--- EXERCISE DESCRIPTION ---
Excluding pictures, retype the line with "For a GIS import: Build" and each line that follows it to the end of the data below, word for word.

[Dataset entries]
________

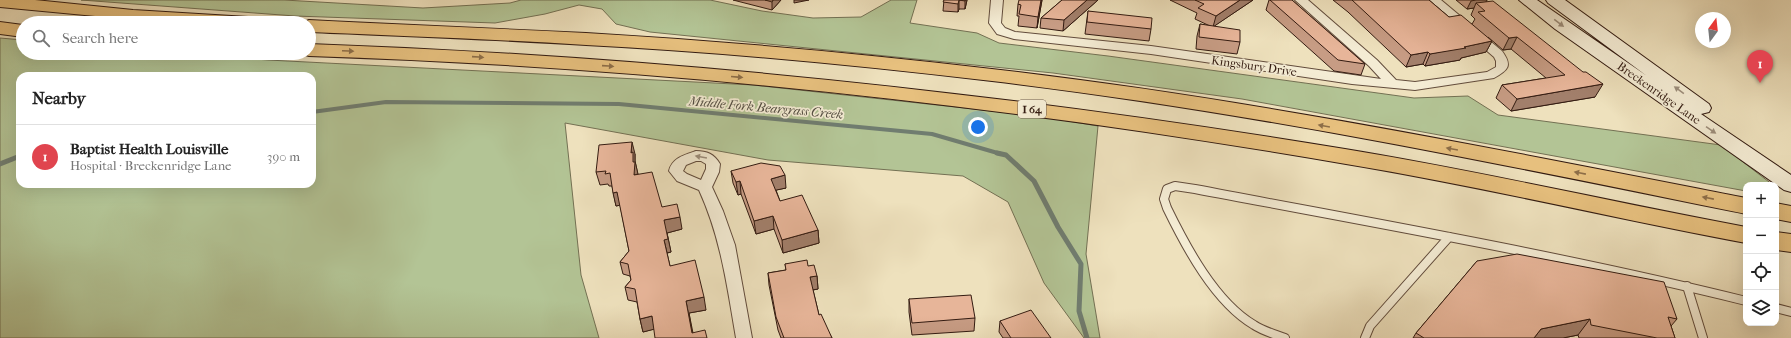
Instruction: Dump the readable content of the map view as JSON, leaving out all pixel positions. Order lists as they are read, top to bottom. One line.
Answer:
{"streets":{"highway":["I 64"],"main road":["Breckenridge Lane"],"street":["Kingsbury Drive"]},"water":["Middle Fork Beargrass Creek"],"north":"top","page":{"search":"Search here","pins":"1","heading":"Nearby","list":[{"mark":"1","name":"Baptist Health Louisville","note":"Hospital · Breckenridge Lane","value":"390 m"}],"map_buttons":["+","−"]}}
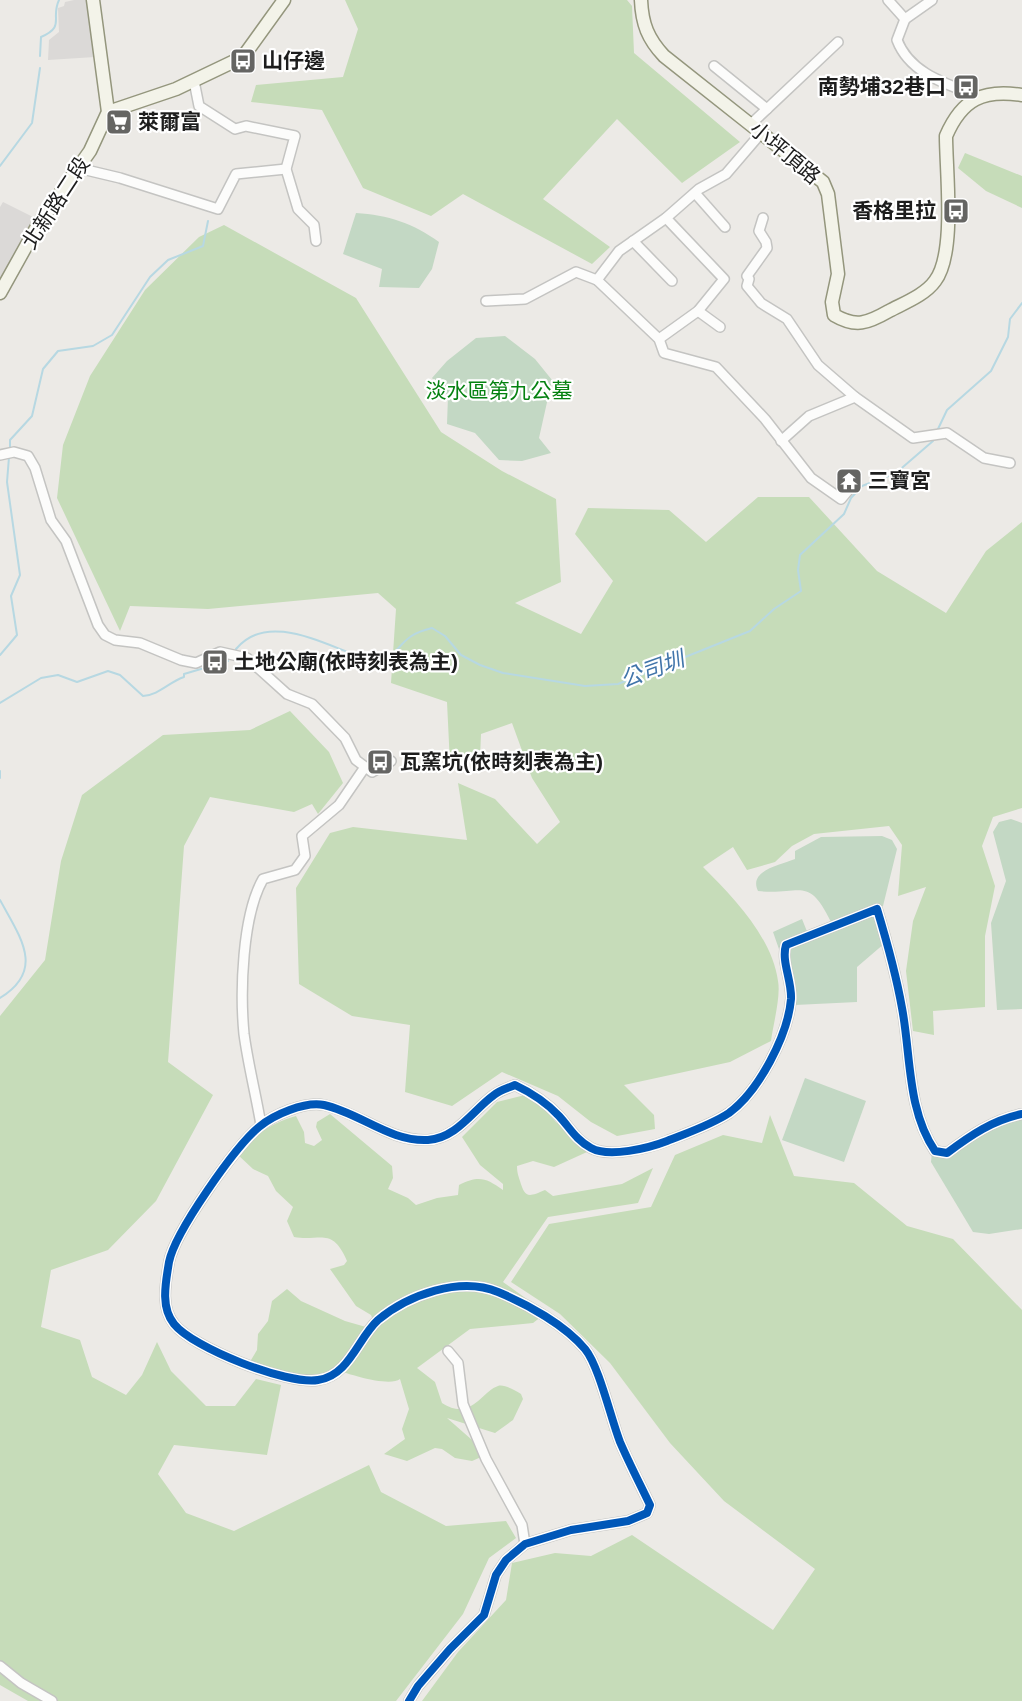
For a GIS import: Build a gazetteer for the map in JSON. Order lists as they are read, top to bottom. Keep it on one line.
{"streets":{"street":["小坪頂路","北新路二段"]},"water":["公司圳"],"parks":["淡水區第九公墓"],"places":{"bus stop":["山仔邊","南勢埔32巷口","香格里拉","土地公廟(依時刻表為主)","瓦窯坑(依時刻表為主)"],"supermarket":["萊爾富"],"temple":["三寶宮"]}}
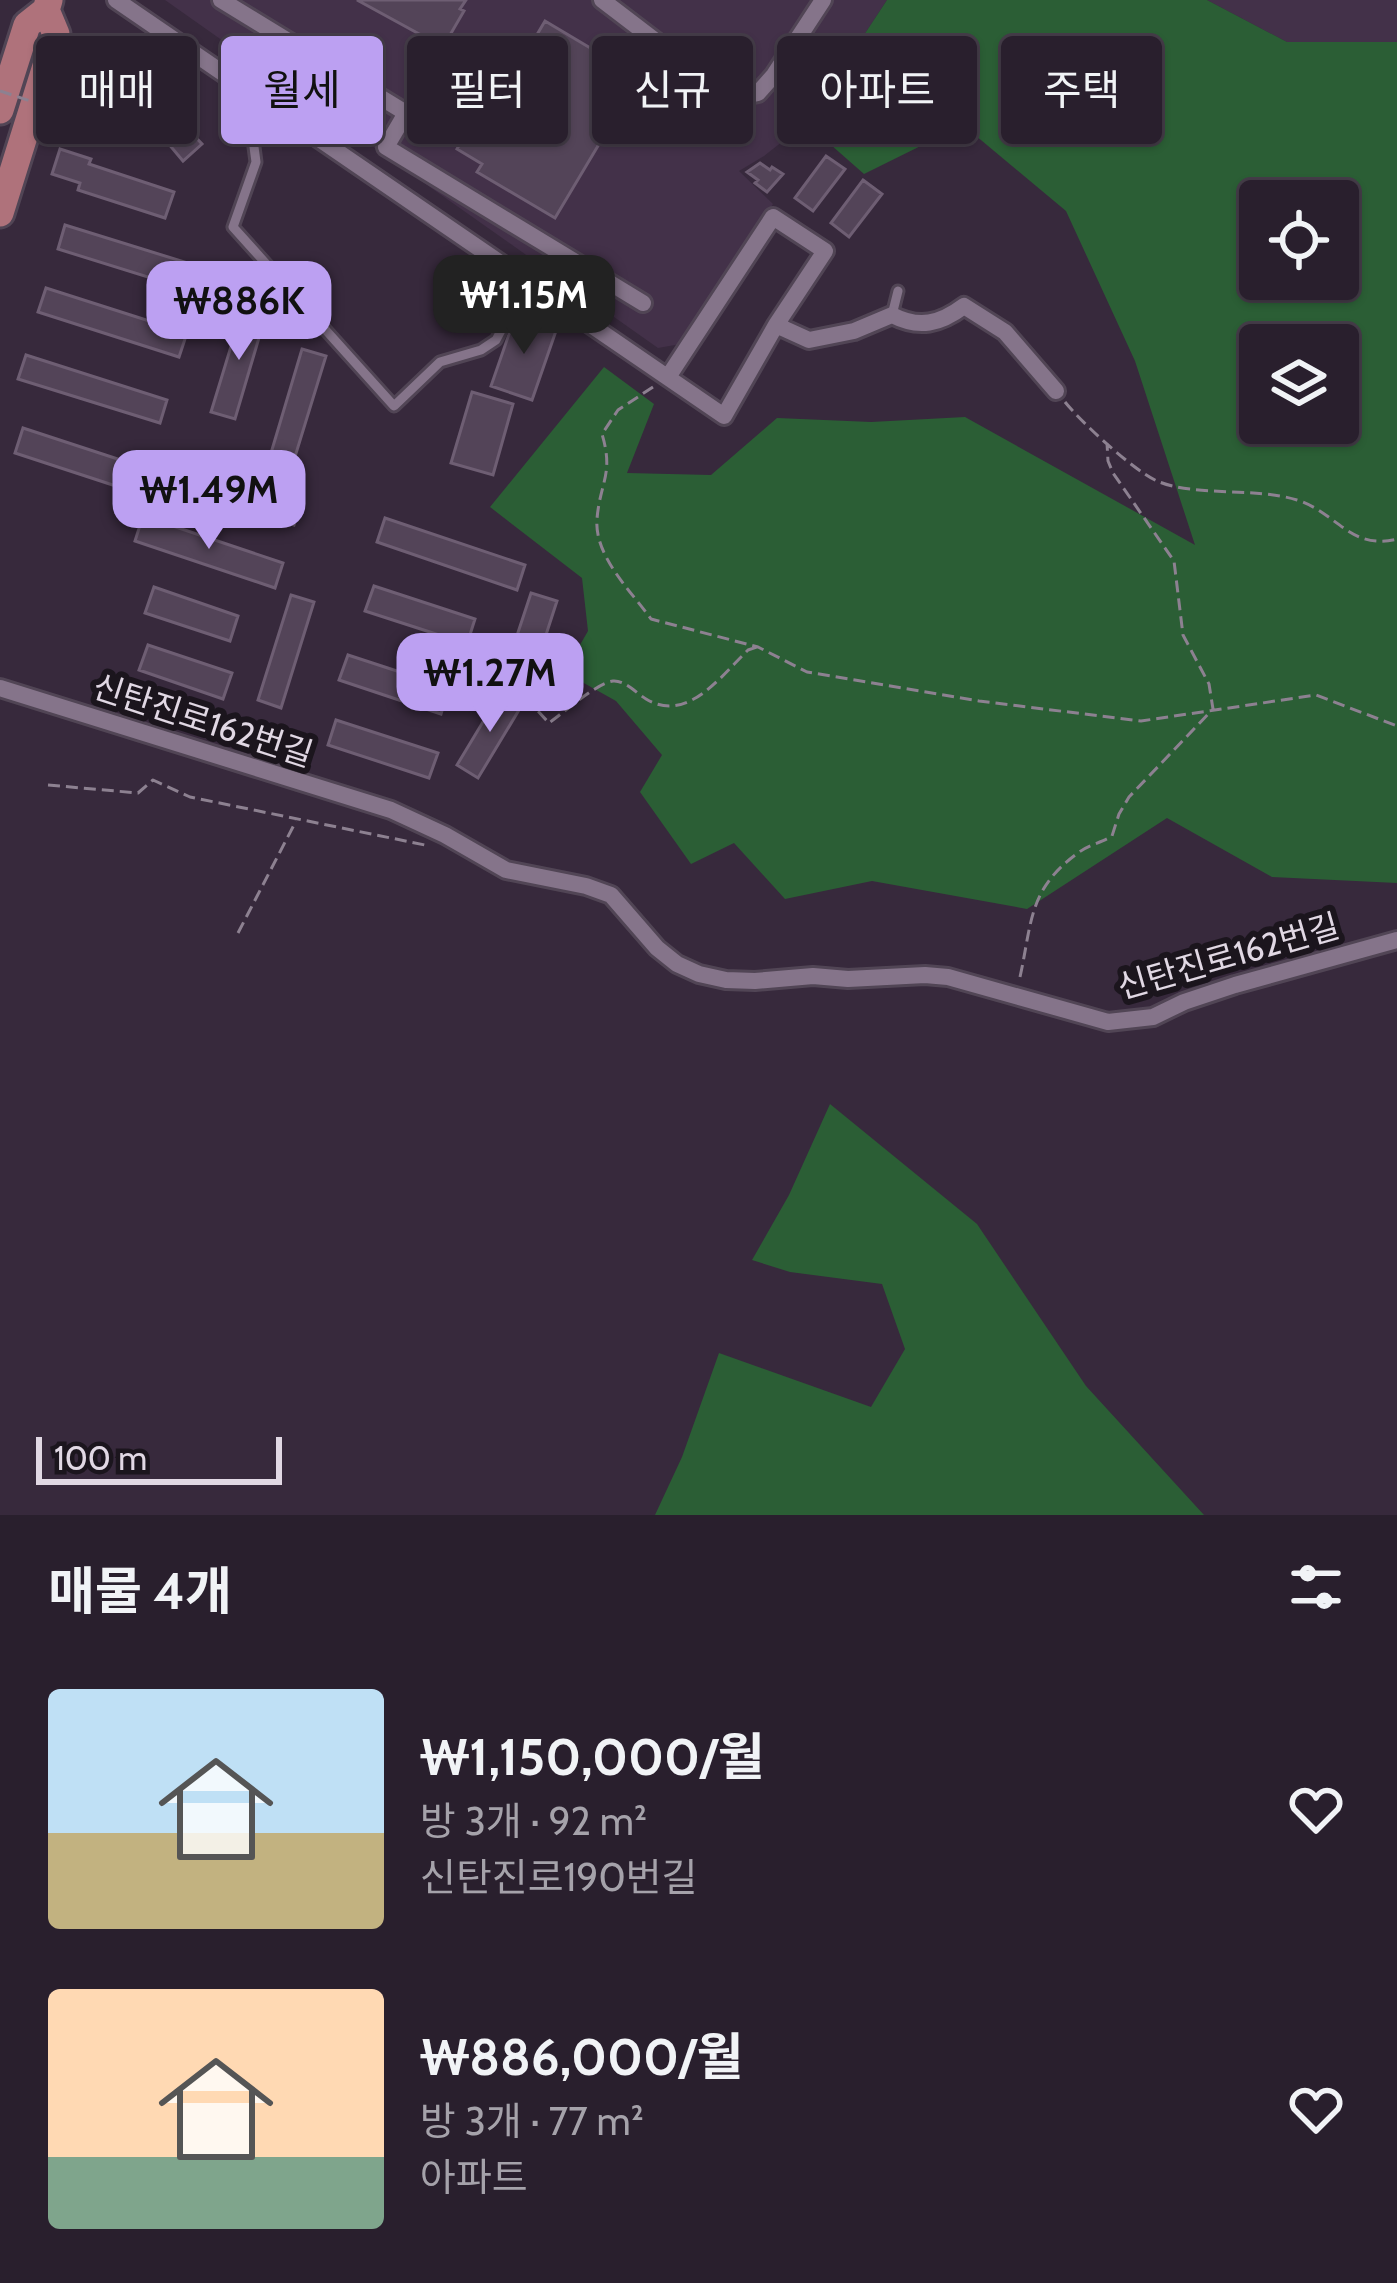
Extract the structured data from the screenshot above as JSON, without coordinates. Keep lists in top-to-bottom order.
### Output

________

--- RESPONSE AREA ---
For a GIS import: Build a gazetteer for the map in JSON. Order lists as they are read, top to bottom. Keep it on one line.
{"streets":{"street":["小坪頂路","北新路二段"]},"water":["公司圳"],"parks":["淡水區第九公墓"],"places":{"bus stop":["山仔邊","南勢埔32巷口","香格里拉","土地公廟(依時刻表為主)","瓦窯坑(依時刻表為主)"],"supermarket":["萊爾富"],"temple":["三寶宮"]}}
Extract the structured data from the screenshot above as JSON, without coordinates. Keep lists in top-to-bottom order.
### Output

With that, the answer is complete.